Roberto Saviano 'ZeroZeroZero' book presentation, Naples, Italy - 15 Apr 2013

©AGF s.r.l. / Rex Featur/REX/SIPA

Le Nouvel Observateur Vous écrivez que la carte du monde est aujourd’hui dessinée par le pétrole et la cocaïne, le carburant des moteurs et celui des corps. Quelle est l’importance du trafic de la cocaïne dans le monde?

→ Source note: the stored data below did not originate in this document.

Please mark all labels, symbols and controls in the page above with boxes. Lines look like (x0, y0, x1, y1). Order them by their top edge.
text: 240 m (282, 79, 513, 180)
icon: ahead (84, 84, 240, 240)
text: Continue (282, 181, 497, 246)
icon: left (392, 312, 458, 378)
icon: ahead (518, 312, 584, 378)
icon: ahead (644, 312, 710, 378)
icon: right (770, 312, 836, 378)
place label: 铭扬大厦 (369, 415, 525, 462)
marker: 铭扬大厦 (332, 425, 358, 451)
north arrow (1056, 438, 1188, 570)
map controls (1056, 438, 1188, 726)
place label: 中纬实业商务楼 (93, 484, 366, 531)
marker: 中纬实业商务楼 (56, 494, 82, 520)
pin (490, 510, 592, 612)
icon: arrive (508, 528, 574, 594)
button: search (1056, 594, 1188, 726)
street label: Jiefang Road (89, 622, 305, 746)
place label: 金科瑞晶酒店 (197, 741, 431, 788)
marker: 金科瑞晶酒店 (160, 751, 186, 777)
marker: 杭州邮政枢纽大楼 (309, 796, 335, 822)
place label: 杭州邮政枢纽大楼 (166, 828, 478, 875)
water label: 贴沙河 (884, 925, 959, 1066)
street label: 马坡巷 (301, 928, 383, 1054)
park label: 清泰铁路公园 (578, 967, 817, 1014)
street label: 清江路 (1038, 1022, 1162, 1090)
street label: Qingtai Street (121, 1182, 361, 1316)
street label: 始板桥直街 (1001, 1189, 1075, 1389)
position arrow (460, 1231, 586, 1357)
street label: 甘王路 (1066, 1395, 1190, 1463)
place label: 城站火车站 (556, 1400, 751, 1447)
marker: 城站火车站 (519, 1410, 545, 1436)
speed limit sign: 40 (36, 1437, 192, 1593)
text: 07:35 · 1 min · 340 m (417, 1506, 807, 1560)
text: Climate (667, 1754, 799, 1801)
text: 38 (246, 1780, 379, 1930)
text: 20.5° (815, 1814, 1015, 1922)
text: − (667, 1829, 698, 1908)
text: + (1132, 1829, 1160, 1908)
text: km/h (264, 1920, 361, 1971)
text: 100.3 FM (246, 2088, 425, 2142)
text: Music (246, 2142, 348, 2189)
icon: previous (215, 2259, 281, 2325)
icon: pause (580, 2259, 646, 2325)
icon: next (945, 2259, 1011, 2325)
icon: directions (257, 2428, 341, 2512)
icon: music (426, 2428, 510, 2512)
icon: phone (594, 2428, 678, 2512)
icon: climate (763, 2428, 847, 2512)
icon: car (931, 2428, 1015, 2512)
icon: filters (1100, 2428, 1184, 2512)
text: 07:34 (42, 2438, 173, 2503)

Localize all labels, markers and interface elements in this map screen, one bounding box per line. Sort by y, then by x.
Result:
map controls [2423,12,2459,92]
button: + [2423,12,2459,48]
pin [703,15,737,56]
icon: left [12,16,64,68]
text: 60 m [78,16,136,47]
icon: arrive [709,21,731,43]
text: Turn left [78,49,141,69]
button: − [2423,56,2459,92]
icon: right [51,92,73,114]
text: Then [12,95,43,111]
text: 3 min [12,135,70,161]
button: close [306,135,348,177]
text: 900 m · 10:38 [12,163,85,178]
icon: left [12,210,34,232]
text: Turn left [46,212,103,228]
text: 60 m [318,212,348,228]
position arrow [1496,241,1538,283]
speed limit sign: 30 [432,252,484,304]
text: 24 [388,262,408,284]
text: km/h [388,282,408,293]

Roberto Saviano La demande de pétrole est toujours forte, et celle de la coke explose. Mais la cocaïne reste le marché le plus profitable du monde. On estime sa production entre 788 tonnes et 1060 tonnes par an et le marché à 352 milliards de dollars. Vous pouvez rencontrer de grosses difficultés pour vendre des diamants de contrebande, mais je n’ai jamais rencontré quelqu’un qui n’arrive pas à vendre de la coke. Si je veux faire un investissement, disons de 1000 euros, dans une action d’Apple, au bout d’un an je gagnerai 1300 ou 1400 euros. Si je fais le même investissement en cocaïne, au bout d’un an, je gagnerai 180.000 ou 200.000 euros. Il n’y a rien qui va vous faire gagner autant. Et la violence du business est à la mesure de ce chiffre d’affaires.

La cocaïne a-t-elle supplanté l’héroïne ?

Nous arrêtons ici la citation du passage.